[eepro100] Command unit failed to mark command 00000000 ascomplete
-- what does it mean?
Robert C. Paulsen, Jr.
paulsen@texas.net
Tue, 18 Jul 2000 19:50:18 -0500
Donald,
Thanks for the reply.
The version of the driver (from the source) is: eepro100.c:v1.09r2 10/15/99.
This is from a SuSE 6.4 distribution. The card itself has the following
markings on the chip:
582557
L7233192
SL24Z
(c) 1989 1995
I have swapped out the eepro100 for a RealTek RTL8139 and am now using your
driver: rtl8139.c:v1.08 6/25/99. So far, so good! (And your reputation is
just fine with me!)
Donald Becker wrote:
>
> On Mon, 17 Jul 2000, Robert C. Paulsen, Jr. wrote:
>
> > Subject: [eepro100] Command unit failed to mark command 00000000 as complete
> -- what does it mean?
> >
> > My var log messages file has a few hundred of the following messages.
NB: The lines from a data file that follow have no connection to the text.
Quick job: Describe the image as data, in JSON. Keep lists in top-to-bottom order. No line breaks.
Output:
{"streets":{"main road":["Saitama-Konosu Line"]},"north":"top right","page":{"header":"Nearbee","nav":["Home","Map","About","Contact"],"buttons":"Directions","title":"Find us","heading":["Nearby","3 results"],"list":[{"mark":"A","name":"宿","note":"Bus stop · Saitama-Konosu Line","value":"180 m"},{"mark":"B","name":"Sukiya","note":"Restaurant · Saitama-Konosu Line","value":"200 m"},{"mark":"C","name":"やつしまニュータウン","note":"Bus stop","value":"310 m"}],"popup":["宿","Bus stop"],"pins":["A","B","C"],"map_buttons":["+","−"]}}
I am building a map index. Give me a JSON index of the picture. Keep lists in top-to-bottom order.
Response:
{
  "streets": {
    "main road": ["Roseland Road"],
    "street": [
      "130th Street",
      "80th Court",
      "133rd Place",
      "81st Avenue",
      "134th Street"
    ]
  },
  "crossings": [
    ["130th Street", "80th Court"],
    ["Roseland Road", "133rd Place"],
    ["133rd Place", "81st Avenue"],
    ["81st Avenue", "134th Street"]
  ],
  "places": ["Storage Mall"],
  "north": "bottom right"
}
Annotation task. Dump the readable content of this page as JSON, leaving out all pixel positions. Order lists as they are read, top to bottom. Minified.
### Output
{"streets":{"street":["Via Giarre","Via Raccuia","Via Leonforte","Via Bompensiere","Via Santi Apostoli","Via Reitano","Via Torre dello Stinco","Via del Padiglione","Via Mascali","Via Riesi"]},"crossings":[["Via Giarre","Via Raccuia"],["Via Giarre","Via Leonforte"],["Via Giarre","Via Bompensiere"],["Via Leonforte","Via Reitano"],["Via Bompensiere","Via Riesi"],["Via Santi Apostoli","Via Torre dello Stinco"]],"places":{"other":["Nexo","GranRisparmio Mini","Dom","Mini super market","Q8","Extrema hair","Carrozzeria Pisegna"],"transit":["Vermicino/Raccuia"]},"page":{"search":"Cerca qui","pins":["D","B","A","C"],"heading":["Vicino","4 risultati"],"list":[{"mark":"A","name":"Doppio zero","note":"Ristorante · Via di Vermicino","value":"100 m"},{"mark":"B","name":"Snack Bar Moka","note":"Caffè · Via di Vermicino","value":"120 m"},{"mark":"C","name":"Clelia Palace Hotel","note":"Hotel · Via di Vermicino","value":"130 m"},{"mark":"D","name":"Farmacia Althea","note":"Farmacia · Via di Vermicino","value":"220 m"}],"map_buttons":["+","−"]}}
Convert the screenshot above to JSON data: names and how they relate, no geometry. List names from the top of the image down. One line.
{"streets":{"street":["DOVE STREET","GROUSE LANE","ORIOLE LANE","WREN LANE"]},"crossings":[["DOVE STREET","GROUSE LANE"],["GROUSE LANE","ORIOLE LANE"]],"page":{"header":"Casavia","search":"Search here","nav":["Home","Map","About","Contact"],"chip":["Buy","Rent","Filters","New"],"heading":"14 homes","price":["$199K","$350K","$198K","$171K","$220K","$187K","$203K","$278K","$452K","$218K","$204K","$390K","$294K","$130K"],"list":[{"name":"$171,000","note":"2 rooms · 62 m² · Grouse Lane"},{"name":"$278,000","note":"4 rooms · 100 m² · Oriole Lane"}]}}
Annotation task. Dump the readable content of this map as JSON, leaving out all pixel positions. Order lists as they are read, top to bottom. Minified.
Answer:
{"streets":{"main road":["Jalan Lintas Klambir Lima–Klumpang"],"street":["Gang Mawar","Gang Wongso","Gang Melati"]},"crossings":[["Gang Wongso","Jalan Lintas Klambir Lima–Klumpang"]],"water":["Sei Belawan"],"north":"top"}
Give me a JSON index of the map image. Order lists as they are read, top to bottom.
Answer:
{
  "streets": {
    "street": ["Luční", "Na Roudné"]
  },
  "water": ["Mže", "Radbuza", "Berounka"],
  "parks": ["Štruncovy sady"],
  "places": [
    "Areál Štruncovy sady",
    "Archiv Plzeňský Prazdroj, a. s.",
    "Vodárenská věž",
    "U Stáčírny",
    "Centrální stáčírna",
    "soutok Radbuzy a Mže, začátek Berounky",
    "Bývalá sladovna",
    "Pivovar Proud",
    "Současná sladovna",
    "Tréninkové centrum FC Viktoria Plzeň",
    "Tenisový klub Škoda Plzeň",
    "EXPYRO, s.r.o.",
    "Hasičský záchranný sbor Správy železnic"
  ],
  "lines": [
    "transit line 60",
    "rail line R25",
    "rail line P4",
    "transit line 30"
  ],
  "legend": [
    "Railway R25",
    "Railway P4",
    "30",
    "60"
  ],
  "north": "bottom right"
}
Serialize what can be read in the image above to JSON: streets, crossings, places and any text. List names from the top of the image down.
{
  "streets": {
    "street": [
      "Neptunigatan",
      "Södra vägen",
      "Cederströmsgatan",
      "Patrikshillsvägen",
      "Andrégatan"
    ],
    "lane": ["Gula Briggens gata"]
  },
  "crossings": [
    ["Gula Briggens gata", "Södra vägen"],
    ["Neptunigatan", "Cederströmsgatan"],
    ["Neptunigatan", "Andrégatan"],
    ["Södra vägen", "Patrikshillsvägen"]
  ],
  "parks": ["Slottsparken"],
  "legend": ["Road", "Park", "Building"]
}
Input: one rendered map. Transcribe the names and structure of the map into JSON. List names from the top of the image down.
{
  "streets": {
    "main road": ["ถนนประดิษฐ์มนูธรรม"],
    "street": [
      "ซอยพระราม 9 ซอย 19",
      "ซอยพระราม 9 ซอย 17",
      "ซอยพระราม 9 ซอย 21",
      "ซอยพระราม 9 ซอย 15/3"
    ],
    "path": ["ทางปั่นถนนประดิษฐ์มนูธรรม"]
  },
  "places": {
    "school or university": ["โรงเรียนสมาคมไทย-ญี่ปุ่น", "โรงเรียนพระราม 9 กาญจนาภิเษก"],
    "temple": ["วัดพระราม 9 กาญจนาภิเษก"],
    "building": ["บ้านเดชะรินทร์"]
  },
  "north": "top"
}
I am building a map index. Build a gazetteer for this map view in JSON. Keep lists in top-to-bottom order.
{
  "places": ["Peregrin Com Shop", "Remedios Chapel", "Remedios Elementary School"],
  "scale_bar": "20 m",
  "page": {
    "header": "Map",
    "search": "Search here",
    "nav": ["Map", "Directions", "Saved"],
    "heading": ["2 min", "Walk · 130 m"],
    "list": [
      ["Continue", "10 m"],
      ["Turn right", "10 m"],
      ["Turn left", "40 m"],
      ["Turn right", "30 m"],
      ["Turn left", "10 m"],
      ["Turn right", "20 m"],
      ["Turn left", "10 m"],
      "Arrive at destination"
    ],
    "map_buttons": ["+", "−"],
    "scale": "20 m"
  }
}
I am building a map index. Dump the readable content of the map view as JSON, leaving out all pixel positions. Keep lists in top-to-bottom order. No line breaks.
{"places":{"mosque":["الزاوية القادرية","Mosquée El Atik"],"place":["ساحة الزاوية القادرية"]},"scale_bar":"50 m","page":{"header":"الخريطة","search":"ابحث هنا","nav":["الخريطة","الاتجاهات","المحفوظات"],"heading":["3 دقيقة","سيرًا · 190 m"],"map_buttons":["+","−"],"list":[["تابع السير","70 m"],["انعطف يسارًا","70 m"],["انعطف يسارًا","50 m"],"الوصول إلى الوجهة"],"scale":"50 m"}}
> > This started about 3 days ago.
>
> What driver version are you using?
>
> > Jul 17 14:46:21 home kernel: eth0: Command unit failed to mark command 00000000 as complete at 78644.
>
> This message indicates that the eepro100 you are using has a bug where it
> skipped marking a command as complete.
>
> When this occurs it means that the chip has corrupted its internal state.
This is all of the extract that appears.